## Available records
====

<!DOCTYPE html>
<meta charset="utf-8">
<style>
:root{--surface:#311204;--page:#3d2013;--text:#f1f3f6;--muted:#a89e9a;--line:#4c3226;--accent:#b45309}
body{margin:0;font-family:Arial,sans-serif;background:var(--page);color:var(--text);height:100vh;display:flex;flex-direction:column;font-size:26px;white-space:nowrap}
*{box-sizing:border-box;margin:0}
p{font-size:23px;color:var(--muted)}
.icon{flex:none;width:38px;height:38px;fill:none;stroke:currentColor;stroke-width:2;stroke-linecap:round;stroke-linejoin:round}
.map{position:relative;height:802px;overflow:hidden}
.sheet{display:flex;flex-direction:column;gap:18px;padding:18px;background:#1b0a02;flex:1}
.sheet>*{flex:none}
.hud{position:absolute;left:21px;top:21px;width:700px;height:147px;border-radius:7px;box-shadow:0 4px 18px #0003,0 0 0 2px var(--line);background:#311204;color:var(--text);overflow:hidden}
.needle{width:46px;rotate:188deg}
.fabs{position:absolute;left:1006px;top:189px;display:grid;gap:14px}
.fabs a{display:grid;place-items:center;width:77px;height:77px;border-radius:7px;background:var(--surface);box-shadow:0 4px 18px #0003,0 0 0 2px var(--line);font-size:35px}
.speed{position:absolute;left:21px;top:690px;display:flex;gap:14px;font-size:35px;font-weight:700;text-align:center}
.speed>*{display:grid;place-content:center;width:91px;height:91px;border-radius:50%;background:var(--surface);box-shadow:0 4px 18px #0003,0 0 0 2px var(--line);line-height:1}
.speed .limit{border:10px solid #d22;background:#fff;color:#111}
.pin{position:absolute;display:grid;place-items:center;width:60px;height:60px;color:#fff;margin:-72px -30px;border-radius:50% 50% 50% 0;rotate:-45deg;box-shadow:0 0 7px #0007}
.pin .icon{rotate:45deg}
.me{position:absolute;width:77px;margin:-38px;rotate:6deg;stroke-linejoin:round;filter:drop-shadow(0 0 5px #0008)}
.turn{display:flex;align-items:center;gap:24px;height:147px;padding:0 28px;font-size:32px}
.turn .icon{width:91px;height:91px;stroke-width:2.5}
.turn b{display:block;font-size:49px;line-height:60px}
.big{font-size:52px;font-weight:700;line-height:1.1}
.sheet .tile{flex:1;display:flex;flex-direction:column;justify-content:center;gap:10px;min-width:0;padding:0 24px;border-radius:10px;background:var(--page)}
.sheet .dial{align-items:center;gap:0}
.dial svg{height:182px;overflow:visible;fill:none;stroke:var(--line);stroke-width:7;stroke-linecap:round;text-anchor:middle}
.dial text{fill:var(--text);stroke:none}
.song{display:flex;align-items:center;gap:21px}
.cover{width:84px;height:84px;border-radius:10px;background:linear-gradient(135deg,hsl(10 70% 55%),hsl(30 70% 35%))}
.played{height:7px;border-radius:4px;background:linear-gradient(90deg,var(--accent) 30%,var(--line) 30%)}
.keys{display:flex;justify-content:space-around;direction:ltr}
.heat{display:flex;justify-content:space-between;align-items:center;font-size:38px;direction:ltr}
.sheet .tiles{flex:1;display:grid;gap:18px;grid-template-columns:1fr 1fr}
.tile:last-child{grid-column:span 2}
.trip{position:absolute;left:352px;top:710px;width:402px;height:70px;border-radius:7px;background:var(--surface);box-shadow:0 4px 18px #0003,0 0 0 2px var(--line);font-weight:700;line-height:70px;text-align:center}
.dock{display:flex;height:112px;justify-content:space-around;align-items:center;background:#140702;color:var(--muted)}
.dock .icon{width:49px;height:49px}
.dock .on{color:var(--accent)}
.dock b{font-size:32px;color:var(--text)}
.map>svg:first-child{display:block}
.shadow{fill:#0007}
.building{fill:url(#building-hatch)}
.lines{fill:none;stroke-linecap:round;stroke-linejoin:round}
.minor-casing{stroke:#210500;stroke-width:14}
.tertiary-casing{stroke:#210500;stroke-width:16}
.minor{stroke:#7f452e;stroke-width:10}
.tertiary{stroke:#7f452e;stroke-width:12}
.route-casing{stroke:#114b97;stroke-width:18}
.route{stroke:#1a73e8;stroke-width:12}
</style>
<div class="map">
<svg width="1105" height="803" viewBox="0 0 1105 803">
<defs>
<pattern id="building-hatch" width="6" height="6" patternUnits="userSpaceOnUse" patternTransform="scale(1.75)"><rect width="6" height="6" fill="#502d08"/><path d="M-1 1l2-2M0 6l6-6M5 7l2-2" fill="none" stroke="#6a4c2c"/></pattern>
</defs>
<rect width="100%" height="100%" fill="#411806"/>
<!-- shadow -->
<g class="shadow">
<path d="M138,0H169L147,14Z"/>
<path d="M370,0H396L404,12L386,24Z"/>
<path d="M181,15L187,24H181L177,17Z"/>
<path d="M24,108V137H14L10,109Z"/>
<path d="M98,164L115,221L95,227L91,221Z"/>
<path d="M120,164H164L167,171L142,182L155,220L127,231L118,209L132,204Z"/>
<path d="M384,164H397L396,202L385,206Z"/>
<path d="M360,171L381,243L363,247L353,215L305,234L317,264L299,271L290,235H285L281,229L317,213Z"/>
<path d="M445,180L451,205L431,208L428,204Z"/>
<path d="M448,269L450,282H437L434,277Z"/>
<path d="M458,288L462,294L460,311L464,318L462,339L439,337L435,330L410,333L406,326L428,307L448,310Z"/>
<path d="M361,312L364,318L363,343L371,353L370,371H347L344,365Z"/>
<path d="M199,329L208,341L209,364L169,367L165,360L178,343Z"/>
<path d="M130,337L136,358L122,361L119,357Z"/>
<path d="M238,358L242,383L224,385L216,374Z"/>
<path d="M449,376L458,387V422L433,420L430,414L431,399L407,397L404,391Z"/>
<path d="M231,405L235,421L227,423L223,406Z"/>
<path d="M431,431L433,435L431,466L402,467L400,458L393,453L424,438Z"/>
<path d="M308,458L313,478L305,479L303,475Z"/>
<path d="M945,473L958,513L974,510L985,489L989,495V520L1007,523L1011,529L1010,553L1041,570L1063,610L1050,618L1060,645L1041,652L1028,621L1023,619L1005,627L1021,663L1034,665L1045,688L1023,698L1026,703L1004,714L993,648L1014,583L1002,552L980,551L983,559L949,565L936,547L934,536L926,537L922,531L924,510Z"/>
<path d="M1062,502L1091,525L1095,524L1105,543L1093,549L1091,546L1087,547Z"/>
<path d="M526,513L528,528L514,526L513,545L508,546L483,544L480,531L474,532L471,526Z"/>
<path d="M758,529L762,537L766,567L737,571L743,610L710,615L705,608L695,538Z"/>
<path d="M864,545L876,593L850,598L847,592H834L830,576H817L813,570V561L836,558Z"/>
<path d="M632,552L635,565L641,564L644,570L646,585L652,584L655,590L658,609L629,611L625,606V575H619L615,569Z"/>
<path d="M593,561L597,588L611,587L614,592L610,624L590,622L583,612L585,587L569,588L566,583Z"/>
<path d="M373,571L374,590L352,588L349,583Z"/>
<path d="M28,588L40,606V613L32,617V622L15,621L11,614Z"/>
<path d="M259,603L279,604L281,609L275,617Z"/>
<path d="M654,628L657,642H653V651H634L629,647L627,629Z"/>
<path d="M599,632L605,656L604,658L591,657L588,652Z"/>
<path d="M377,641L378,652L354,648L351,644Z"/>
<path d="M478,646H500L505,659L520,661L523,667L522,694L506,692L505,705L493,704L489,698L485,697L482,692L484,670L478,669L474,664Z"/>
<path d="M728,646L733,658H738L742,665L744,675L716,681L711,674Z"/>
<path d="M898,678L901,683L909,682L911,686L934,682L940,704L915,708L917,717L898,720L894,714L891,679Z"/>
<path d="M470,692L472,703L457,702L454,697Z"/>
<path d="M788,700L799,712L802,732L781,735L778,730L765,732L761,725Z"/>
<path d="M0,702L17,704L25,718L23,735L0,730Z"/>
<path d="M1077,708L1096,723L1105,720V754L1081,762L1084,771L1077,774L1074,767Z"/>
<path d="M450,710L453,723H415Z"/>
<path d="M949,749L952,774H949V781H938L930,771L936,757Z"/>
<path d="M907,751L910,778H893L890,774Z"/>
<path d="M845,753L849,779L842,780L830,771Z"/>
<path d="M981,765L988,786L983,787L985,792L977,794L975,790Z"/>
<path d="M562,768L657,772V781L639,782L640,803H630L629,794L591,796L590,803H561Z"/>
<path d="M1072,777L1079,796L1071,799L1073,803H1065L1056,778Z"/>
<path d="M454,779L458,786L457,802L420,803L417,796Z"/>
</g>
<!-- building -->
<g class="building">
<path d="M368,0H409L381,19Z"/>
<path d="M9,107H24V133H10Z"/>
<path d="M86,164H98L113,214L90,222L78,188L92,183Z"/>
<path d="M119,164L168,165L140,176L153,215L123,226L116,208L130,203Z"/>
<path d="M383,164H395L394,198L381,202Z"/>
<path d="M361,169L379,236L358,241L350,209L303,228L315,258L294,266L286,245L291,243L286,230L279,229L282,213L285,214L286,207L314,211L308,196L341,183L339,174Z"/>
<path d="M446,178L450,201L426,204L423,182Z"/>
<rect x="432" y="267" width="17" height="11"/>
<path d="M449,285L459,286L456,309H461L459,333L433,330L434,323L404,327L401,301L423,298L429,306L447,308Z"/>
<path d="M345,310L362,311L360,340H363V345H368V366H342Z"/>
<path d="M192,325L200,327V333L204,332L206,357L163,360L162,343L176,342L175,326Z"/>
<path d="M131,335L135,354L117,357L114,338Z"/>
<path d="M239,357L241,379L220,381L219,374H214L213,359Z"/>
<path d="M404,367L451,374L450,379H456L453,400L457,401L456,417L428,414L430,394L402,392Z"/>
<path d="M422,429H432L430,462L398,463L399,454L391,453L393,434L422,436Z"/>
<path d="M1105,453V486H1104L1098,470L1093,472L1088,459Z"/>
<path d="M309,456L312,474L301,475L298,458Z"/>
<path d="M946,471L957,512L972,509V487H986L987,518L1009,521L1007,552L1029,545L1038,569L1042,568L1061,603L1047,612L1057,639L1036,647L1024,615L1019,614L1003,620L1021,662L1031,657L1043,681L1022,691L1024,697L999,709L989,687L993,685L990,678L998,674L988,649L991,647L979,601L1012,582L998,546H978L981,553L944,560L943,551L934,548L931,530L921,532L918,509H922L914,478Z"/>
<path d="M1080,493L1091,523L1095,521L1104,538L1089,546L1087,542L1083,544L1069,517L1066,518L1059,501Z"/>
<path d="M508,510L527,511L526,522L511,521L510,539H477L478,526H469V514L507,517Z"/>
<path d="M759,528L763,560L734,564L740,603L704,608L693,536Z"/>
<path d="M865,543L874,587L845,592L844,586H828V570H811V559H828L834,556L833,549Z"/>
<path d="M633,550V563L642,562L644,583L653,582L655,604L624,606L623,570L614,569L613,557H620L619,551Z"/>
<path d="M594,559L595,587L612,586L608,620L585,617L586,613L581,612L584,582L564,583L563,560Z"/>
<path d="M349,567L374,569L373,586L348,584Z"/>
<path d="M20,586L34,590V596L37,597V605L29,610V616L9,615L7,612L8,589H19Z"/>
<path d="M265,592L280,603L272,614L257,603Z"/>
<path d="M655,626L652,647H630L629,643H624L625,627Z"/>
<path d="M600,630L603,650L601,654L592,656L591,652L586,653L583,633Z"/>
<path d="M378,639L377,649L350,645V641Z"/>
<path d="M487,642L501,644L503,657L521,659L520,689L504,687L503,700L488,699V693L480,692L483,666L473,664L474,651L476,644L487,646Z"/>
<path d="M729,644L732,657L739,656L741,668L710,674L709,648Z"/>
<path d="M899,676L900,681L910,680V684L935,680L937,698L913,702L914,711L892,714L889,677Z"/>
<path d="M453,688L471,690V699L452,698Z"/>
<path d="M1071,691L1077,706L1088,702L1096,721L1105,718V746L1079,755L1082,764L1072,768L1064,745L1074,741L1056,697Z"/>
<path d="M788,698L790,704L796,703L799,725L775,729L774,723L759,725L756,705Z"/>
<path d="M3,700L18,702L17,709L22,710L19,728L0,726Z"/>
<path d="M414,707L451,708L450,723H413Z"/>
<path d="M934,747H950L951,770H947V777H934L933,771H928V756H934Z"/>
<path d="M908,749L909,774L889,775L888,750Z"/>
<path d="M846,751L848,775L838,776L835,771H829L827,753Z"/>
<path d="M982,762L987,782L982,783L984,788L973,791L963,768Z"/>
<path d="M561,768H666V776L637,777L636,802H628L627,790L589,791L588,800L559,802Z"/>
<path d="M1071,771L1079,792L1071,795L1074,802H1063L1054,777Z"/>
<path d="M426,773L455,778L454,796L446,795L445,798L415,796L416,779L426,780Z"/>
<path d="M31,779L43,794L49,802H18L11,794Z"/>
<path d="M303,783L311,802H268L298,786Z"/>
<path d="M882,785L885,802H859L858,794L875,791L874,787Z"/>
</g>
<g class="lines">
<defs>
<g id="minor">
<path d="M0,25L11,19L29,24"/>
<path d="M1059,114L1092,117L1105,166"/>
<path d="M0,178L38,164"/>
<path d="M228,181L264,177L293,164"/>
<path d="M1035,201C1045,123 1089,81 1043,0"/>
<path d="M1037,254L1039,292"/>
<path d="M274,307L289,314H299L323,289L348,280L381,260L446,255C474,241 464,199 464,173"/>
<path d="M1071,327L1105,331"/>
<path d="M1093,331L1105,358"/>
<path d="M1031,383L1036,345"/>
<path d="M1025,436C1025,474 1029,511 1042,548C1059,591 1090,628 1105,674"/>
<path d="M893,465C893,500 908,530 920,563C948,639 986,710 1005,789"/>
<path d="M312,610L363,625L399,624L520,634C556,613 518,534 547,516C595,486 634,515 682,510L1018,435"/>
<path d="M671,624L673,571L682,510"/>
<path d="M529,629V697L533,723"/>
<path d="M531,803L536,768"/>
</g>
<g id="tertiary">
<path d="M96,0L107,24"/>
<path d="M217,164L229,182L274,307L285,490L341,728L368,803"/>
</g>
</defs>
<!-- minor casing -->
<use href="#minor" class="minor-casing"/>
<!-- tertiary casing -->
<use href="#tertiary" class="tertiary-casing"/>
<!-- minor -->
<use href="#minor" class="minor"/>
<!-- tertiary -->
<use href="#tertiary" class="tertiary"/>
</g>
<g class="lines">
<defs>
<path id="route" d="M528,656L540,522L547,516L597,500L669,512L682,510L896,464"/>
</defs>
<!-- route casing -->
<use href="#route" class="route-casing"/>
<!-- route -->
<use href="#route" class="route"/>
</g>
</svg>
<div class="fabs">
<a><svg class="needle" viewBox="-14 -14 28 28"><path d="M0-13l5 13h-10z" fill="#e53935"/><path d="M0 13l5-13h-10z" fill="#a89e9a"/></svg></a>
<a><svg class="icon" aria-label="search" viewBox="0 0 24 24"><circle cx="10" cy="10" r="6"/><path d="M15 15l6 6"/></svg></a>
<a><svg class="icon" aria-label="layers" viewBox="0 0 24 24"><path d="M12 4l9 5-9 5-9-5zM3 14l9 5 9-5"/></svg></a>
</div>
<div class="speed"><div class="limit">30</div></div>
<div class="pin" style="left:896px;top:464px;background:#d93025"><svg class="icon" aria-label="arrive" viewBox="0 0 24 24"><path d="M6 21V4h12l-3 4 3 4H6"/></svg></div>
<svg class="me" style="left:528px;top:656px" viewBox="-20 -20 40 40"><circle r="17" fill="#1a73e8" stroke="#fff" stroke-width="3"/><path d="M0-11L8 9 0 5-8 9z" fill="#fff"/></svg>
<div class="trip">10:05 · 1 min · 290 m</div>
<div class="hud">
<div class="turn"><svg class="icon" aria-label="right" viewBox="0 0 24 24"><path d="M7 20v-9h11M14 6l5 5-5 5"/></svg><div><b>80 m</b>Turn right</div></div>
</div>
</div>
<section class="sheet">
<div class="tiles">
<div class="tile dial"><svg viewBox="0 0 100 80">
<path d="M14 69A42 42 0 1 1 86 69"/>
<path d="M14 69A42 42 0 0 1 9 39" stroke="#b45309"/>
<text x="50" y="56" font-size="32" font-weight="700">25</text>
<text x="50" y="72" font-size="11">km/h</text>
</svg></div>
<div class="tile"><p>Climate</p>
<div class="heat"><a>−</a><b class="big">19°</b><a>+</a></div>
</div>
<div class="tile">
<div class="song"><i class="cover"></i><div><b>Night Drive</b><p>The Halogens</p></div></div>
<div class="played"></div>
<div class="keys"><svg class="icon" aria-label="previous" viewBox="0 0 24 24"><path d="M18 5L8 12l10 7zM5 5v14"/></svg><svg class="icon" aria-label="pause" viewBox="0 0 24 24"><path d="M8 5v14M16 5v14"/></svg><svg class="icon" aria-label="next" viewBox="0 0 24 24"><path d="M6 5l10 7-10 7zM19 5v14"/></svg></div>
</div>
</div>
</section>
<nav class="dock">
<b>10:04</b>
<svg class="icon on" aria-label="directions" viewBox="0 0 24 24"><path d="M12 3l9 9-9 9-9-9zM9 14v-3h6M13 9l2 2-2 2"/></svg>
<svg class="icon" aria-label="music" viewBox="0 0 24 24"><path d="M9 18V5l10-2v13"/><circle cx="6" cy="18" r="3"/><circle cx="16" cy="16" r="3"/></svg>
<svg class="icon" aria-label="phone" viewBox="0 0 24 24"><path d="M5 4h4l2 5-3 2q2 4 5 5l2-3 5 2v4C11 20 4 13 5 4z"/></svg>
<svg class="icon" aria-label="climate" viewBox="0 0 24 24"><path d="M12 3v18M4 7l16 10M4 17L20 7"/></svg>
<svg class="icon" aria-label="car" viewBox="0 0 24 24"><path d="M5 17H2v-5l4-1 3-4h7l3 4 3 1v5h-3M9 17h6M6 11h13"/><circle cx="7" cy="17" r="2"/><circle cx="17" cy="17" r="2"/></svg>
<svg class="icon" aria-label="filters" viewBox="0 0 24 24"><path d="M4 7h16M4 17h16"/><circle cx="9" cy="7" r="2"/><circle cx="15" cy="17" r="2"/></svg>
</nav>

====

Look above for the line containing "3v18M4 7l16 10M4". Return it and each line after it exactly, through the last line, and nothing more.

<svg class="icon" aria-label="climate" viewBox="0 0 24 24"><path d="M12 3v18M4 7l16 10M4 17L20 7"/></svg>
<svg class="icon" aria-label="car" viewBox="0 0 24 24"><path d="M5 17H2v-5l4-1 3-4h7l3 4 3 1v5h-3M9 17h6M6 11h13"/><circle cx="7" cy="17" r="2"/><circle cx="17" cy="17" r="2"/></svg>
<svg class="icon" aria-label="filters" viewBox="0 0 24 24"><path d="M4 7h16M4 17h16"/><circle cx="9" cy="7" r="2"/><circle cx="15" cy="17" r="2"/></svg>
</nav>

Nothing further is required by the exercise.